Warendiebstahl über Fake-Bestellungen

Angreifer geben sich als Geschäftspartner aus und bestellen Waren auf Rechnung. Erst wenn die Zahlungen ausbleiben, fliegt der Betrug auf. Betroffen sind u. a. Lebensmittel-, Agrar- und Baustoffbranche – einzelne Schäden können hier schnell hohe Schadenssummen beobachten.

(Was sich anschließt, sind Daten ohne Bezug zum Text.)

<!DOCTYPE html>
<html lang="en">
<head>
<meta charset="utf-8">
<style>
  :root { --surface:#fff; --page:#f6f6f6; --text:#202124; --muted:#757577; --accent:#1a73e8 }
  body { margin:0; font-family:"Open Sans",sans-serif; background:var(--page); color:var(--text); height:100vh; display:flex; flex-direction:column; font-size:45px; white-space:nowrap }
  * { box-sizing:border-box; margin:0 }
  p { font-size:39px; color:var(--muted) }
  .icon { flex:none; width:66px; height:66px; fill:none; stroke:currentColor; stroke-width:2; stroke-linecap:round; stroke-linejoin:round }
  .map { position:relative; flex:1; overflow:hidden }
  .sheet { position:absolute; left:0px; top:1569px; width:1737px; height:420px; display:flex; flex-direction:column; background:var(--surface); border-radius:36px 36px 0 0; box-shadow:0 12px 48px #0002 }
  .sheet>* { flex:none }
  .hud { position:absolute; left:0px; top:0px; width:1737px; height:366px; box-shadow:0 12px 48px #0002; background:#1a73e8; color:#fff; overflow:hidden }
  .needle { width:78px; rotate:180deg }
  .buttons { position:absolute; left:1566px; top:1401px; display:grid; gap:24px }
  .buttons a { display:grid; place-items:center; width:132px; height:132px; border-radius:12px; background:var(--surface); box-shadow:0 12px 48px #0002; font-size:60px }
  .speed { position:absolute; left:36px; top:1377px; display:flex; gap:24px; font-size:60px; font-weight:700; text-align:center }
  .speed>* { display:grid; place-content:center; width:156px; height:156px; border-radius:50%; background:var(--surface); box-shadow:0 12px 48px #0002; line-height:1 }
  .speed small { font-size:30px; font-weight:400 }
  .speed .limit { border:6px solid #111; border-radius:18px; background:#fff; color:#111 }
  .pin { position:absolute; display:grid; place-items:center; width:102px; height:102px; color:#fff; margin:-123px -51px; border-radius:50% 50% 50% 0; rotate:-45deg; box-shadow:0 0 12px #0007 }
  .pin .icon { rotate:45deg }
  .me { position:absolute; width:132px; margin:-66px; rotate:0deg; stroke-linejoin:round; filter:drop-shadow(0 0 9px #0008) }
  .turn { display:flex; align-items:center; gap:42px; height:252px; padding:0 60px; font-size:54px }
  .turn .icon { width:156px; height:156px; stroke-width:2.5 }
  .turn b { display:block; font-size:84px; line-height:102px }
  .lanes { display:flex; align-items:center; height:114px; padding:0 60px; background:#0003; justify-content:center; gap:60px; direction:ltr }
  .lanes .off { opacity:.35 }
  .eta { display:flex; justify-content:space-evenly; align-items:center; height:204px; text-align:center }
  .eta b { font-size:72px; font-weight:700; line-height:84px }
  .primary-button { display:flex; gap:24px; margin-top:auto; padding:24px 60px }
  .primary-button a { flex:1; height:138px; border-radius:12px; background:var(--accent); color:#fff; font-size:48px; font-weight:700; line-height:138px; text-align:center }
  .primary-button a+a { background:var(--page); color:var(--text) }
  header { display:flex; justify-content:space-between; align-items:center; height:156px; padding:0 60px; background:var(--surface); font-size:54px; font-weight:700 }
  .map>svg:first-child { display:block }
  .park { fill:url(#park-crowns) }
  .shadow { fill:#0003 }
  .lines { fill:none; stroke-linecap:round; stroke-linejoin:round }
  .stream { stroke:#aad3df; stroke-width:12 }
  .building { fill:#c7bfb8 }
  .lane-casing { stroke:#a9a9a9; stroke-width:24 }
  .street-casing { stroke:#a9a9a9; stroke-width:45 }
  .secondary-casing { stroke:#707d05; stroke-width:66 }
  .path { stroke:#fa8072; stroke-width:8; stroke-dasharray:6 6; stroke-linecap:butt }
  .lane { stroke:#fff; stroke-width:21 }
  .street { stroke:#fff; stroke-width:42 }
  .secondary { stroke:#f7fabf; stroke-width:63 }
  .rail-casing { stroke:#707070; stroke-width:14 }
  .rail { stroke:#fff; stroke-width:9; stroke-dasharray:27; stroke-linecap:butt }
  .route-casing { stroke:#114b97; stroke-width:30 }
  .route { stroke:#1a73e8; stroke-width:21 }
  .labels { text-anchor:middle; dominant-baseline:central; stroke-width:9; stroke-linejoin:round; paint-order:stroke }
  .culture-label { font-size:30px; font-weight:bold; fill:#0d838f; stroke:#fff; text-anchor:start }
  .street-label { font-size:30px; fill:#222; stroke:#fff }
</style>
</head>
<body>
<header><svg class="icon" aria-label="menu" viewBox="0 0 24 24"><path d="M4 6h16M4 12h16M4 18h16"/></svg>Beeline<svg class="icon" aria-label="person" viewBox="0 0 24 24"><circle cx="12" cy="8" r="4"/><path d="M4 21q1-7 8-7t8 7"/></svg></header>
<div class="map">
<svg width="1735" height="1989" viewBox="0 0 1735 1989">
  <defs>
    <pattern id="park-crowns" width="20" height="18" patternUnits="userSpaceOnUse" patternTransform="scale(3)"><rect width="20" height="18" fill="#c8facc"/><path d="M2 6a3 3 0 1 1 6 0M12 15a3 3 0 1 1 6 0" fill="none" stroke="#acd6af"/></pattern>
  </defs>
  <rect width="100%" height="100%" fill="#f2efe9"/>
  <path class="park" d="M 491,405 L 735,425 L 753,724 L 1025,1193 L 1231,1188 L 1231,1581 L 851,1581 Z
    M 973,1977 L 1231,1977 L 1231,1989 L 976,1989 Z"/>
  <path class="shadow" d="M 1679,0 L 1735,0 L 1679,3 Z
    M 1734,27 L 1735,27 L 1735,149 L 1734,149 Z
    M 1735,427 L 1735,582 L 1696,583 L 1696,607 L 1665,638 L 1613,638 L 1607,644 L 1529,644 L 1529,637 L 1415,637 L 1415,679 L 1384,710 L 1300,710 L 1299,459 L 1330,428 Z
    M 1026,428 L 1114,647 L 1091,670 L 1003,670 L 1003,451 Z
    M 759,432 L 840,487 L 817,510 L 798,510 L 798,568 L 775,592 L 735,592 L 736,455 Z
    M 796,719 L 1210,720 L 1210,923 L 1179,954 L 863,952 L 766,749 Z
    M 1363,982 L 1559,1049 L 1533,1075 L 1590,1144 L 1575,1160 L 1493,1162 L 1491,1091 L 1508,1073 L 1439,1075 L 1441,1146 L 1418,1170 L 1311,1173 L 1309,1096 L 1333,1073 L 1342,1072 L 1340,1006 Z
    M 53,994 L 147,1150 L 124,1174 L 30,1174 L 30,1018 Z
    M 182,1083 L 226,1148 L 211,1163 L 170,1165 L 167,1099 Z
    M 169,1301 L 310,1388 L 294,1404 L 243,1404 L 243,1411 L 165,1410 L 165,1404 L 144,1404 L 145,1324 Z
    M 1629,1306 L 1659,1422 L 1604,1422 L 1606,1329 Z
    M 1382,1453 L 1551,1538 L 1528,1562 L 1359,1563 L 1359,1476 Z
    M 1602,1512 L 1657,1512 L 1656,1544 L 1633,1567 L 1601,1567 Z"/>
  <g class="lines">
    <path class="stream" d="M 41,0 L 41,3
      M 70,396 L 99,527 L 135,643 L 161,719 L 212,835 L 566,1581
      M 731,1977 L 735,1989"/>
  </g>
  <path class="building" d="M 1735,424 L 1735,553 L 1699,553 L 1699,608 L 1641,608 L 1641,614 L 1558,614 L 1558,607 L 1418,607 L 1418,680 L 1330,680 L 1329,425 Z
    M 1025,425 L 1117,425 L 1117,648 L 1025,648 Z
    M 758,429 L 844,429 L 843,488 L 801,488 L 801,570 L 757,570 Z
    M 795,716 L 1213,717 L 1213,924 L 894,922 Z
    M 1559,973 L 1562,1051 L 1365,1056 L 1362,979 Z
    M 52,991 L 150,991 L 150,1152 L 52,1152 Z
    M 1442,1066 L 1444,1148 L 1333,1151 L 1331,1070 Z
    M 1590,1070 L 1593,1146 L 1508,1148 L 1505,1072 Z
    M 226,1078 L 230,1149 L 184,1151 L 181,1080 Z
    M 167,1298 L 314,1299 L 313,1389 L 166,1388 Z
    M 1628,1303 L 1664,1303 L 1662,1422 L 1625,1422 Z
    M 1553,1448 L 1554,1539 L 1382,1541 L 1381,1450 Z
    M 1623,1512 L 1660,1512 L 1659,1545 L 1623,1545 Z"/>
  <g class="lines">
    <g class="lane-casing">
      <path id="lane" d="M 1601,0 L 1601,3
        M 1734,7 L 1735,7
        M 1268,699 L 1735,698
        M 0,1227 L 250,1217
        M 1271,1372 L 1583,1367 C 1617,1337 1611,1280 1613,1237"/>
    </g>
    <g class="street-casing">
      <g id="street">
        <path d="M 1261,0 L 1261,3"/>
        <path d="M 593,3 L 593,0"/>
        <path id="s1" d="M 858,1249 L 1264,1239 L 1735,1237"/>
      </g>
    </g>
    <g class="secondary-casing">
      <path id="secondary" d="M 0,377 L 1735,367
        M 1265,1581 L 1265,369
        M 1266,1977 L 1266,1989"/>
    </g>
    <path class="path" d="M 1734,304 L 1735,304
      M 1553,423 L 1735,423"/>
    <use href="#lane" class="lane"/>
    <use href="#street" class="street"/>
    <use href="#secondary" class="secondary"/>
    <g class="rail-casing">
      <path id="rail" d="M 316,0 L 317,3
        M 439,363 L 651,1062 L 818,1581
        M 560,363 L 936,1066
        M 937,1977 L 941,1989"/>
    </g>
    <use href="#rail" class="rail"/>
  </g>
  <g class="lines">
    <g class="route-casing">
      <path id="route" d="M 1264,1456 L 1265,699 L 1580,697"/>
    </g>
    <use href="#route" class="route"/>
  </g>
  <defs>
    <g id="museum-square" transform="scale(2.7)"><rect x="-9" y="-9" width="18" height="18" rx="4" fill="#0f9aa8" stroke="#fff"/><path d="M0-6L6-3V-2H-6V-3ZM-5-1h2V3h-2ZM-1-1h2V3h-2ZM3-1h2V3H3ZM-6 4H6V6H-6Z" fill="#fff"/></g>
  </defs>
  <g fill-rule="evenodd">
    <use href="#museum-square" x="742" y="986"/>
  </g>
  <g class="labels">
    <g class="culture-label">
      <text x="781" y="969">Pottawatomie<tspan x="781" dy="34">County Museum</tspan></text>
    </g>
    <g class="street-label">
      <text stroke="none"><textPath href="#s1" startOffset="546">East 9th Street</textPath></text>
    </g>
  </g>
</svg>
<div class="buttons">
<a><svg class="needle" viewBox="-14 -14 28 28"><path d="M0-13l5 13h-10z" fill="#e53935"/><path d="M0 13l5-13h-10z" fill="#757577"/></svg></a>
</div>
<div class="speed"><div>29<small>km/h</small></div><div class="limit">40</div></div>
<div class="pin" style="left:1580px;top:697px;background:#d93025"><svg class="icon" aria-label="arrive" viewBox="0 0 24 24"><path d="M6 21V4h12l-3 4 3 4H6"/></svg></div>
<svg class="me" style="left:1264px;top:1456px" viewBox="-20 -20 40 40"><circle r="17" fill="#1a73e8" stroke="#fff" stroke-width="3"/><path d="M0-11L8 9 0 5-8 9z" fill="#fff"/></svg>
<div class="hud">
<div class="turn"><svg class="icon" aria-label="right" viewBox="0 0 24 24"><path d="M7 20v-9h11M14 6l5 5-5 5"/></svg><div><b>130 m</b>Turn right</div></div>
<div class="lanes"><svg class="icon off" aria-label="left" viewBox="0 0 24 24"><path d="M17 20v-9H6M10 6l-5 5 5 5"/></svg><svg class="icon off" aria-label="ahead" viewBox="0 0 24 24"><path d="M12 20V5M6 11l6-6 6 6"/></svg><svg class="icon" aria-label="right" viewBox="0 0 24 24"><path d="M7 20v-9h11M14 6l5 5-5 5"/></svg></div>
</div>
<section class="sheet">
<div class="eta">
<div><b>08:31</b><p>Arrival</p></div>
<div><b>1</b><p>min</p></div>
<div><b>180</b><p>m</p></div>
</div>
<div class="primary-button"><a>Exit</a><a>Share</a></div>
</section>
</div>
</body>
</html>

Ablauf eines Business Email Compromise

BEC-Angriffe folgen in der Regel einem klar strukturierten Muster: 

  • Zielauswahl: Die Täter durchforsten Webseiten, LinkedIn-Profile und soziale Medien, um Schlüsselpersonen zu identifizieren. Diese Vorbereitungsphase kann sich über Wochen ziehen.
  • Social Engineering & Identitätsfälschung: Die gesammelten Infos werden genutzt, um Vertrauen aufzubauen. Schreibstil, Projekte, sogar Urlaubstermine fließen in die Fälschungen ein.
  • Domain-Spoofing & Fake-Domains: Täuschend ähnliche Domains wie „microsft.com“ oder „microsoft-login.com“ werden registriert, die kaum von echten Adressen zu unterscheiden sind. Homoglyphen-Angriffe (z. B. mit dem griechischen „ο“) machen das noch raffinierter.
  • Nutzung kompromittierter Konten (EAC): Wenn echte Konten übernommen werden, haben Angreifer Zugriff auf Mails, Kontakte und Prozesse. Dadurch können sie extrem glaubwürdige Nachrichten verfassen.
  • Finanzielle Ausnutzung: Am Ende steht die manipulierte Überweisung oder Herausgabe von Zugangsdaten. Das Geld wird sofort weitergeleitet, um Spuren zu verwischen. Oft nutzen Täter die Gelegenheit auch für tiefere Infiltrationen im Netzwerk. 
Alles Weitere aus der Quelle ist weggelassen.